Focus on the foreground (a) and on the background (b) of the scene in Fig. 2c

Fig. 4.
figure 4

Focus on the face of the person in the foreground (a) and the background (b) of the scene of Fig. 2d

In Fig. 3, artefacts are visible on the object in foreground which is slightly blurred even when it is in focus. These artefacts are due to bad depth values estimated on this object. However, in Fig. 4, no artefacts are visible because of the accurate depth map estimation from the Kinect camera. In these images, a natural blur variation, depending on \(z_{f}\), is observed. Such a behaviour is realistic because it mimics the focus of a real camera.

6 Conclusion

In this paper, a light field estimation method by using an UV camera is presented.
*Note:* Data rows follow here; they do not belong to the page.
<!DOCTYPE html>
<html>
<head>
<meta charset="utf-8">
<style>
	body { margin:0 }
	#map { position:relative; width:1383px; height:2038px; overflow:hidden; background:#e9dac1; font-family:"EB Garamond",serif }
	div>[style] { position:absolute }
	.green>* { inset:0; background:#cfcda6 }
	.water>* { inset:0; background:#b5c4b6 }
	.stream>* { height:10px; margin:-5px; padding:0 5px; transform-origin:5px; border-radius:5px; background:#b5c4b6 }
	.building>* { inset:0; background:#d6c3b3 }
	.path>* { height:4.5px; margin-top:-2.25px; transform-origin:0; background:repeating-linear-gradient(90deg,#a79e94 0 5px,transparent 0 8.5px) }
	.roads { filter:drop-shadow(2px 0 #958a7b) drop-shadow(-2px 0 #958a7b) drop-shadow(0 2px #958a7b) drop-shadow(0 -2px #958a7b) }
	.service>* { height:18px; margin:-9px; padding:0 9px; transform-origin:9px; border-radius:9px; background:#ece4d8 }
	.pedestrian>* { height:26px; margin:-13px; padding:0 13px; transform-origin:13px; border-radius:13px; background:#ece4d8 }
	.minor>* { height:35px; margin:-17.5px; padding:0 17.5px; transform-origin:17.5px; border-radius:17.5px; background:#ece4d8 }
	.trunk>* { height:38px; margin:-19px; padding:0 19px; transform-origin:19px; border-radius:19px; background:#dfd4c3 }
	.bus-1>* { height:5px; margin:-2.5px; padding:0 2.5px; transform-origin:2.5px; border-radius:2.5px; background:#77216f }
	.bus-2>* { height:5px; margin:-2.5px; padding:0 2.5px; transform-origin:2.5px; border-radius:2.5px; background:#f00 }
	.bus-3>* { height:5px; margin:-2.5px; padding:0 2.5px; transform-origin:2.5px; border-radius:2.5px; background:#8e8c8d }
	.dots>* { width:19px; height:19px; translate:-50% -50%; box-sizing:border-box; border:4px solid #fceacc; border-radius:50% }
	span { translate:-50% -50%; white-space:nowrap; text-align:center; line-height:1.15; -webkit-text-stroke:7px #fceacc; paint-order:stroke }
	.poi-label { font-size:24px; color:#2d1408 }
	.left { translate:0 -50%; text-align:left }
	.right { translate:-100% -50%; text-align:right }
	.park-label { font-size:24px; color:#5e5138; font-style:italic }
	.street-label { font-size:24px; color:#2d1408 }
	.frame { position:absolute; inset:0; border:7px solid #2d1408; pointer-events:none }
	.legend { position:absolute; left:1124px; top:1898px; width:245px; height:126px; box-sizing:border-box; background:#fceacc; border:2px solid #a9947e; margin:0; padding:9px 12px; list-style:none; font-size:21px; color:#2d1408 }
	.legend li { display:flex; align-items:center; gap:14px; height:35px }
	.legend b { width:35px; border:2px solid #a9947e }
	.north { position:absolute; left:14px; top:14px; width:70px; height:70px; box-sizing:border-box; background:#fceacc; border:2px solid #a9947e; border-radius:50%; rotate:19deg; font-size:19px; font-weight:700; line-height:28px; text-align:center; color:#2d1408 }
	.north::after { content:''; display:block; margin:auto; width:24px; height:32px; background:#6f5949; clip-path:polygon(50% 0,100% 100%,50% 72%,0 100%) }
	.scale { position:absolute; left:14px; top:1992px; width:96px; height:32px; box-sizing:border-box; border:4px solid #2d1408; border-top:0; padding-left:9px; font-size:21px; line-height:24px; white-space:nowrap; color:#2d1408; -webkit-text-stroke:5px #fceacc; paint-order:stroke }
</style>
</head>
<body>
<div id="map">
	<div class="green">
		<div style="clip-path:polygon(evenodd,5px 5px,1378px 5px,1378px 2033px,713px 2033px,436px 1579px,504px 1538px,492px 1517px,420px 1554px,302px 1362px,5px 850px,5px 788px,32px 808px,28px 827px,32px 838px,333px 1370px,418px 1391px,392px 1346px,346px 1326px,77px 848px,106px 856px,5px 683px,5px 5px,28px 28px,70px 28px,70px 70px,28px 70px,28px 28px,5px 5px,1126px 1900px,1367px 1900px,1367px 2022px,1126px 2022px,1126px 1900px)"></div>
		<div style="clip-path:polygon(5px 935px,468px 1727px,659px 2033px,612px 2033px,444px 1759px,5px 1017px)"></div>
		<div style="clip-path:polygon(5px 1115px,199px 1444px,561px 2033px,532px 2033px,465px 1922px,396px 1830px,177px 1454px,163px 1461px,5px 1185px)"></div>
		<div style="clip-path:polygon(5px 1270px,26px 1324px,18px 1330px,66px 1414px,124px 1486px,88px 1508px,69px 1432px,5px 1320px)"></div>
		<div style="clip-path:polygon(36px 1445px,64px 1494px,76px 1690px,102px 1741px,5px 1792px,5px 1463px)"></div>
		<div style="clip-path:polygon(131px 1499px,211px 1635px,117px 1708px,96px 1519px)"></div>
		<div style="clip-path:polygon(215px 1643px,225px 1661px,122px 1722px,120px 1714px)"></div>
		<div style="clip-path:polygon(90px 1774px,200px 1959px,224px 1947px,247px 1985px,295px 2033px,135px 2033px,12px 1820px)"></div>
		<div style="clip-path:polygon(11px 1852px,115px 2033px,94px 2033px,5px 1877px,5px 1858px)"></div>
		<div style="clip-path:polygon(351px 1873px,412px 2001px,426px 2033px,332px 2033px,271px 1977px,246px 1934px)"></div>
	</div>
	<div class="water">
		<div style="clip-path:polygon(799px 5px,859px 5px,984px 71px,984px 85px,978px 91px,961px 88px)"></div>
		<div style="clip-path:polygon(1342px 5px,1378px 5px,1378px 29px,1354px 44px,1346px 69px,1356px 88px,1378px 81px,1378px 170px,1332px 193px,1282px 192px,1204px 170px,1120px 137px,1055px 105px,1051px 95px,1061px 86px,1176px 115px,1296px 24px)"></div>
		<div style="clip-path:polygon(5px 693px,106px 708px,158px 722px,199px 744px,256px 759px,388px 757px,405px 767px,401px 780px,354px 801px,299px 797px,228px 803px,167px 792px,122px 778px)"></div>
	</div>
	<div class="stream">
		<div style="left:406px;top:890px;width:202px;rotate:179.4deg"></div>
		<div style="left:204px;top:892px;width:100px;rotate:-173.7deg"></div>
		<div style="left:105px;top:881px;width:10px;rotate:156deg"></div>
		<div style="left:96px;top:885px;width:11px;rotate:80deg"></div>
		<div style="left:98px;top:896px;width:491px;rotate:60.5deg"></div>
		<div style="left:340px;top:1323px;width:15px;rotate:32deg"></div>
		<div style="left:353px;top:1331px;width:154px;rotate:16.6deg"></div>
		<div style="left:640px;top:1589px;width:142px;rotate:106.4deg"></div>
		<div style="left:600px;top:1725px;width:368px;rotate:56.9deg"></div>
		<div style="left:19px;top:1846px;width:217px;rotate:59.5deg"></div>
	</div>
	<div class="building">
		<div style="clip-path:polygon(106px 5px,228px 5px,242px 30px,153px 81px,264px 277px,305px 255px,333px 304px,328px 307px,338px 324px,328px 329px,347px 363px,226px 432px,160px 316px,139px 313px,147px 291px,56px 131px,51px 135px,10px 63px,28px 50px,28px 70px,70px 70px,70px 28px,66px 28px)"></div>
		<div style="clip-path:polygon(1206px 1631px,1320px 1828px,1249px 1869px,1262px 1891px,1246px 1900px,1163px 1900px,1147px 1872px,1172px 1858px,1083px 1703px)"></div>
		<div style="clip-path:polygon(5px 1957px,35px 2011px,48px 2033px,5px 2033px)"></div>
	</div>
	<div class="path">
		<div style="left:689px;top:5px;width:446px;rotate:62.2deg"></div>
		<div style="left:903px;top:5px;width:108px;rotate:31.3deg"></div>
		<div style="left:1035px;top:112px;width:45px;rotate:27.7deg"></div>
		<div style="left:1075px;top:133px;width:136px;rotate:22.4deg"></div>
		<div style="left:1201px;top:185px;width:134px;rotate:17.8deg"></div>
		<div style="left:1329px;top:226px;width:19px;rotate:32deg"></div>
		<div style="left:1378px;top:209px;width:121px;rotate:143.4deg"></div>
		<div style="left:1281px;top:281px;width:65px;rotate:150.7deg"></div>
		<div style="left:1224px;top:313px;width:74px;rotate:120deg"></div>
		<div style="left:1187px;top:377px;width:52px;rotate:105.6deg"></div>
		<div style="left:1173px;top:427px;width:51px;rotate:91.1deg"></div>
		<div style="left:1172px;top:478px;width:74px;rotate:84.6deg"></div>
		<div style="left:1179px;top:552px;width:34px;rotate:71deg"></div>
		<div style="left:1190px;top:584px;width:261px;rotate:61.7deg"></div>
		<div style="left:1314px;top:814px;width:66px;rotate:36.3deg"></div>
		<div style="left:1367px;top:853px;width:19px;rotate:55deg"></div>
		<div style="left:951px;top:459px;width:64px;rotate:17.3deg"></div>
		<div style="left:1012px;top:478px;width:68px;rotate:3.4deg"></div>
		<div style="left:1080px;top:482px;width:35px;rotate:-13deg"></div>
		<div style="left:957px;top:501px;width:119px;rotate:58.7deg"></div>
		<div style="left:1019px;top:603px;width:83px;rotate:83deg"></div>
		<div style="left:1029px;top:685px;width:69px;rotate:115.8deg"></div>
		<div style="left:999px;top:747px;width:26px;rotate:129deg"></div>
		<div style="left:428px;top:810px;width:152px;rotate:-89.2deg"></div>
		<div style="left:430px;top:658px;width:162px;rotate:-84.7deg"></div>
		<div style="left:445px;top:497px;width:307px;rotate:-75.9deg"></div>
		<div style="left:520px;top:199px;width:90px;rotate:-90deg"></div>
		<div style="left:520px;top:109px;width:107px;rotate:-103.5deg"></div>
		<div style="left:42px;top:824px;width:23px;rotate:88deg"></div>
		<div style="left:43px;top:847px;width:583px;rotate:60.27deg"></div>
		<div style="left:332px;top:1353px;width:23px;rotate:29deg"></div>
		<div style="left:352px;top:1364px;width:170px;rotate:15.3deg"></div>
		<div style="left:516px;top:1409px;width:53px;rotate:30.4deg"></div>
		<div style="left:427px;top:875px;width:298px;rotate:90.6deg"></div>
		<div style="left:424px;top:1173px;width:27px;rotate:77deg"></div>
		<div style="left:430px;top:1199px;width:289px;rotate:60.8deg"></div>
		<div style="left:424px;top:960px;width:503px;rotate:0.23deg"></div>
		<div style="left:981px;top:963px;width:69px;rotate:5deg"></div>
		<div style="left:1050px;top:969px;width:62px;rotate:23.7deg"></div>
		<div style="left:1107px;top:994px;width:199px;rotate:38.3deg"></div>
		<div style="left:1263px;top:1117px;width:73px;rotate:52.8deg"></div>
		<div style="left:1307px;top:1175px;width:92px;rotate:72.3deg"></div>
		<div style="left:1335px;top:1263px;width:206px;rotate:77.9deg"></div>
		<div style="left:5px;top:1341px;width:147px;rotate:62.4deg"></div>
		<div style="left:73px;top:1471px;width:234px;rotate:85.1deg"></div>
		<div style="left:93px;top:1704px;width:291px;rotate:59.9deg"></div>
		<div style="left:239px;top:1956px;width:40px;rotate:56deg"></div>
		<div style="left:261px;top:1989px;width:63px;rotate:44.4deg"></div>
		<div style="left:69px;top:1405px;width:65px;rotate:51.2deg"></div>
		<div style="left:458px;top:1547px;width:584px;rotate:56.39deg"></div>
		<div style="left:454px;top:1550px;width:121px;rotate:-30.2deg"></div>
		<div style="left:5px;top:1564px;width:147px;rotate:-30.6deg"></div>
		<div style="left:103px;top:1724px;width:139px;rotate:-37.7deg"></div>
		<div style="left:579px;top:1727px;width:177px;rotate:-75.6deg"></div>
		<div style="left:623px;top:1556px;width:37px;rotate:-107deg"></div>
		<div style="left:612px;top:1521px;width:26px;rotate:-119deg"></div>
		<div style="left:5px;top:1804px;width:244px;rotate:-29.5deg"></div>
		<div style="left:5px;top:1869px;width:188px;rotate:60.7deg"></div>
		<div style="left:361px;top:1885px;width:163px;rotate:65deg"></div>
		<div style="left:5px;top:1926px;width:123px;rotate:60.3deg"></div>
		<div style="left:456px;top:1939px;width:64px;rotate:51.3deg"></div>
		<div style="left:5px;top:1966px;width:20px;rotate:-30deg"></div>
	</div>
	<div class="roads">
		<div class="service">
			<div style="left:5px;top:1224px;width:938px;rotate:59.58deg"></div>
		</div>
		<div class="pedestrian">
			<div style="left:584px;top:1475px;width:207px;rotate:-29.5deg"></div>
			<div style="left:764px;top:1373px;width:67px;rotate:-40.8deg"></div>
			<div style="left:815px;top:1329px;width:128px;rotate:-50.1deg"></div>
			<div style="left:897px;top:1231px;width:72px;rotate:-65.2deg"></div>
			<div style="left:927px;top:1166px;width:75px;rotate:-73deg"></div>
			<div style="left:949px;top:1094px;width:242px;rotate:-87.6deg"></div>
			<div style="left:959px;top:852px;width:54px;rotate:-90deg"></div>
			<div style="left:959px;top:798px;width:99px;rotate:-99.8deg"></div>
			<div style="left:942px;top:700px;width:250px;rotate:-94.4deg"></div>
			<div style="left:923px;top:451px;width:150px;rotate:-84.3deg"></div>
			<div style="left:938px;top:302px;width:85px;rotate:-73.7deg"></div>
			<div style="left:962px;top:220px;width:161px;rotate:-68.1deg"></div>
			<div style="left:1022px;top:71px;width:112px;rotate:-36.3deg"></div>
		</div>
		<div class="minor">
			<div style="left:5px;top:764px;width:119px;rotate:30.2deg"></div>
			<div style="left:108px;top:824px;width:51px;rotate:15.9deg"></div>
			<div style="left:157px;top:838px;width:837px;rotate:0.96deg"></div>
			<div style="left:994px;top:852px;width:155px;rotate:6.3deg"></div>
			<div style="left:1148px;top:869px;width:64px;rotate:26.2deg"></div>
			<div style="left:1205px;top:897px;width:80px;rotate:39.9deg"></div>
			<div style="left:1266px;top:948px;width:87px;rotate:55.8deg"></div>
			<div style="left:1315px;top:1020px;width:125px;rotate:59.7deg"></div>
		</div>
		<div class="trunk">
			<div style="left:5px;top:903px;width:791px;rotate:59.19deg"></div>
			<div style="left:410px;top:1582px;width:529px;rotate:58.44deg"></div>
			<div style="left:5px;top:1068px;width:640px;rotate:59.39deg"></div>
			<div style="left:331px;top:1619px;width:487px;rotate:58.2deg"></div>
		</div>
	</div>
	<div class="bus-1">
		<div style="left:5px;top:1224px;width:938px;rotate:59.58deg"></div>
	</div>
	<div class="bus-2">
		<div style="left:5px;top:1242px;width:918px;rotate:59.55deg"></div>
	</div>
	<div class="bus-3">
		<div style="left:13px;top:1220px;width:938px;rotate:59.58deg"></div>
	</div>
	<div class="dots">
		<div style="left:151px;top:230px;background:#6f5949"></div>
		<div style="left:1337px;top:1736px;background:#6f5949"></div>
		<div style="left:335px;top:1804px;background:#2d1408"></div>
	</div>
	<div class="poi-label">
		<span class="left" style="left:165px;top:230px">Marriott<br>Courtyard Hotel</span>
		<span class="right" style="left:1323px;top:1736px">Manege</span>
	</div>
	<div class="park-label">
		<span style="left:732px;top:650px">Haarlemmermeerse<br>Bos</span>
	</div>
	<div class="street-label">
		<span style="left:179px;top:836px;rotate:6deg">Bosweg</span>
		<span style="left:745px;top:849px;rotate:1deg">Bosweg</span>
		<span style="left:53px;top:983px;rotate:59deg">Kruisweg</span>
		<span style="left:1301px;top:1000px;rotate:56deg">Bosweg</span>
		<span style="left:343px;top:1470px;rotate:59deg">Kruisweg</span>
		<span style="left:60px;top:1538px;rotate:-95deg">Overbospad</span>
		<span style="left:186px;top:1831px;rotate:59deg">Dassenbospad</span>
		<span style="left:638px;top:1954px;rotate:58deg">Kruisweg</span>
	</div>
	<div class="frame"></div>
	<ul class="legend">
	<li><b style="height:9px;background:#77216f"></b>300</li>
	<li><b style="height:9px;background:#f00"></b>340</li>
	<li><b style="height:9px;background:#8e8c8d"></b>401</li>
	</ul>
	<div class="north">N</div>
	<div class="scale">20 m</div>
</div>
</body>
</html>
This method relies on solving an inverse problem based on the light field properties and the thin lens optic simulation model of an UV camera. The quality of a light field is assessed by the comparison of an original image and an image reconstructed from an estimated light field. We make it possible to acquire an UV light field and produce from it UV images with different acquisition configurations. This finding opens the door to the computational photography and strengthens the use of UV in its traditional applications. In future work, we will apply this estimation method in order to create a multi-spectral light field by estimating light fields from an ultraviolet image, an infrared image and a colour image in visible spectrum. Such a light field inference will increase the quantity of information contained in a light field so that it will increase the number of possible applications. In a future study, we will also find a quality assessment method which evaluates the inferred light field quality in a much better way than the CADE and the MAE of a reconstructed image.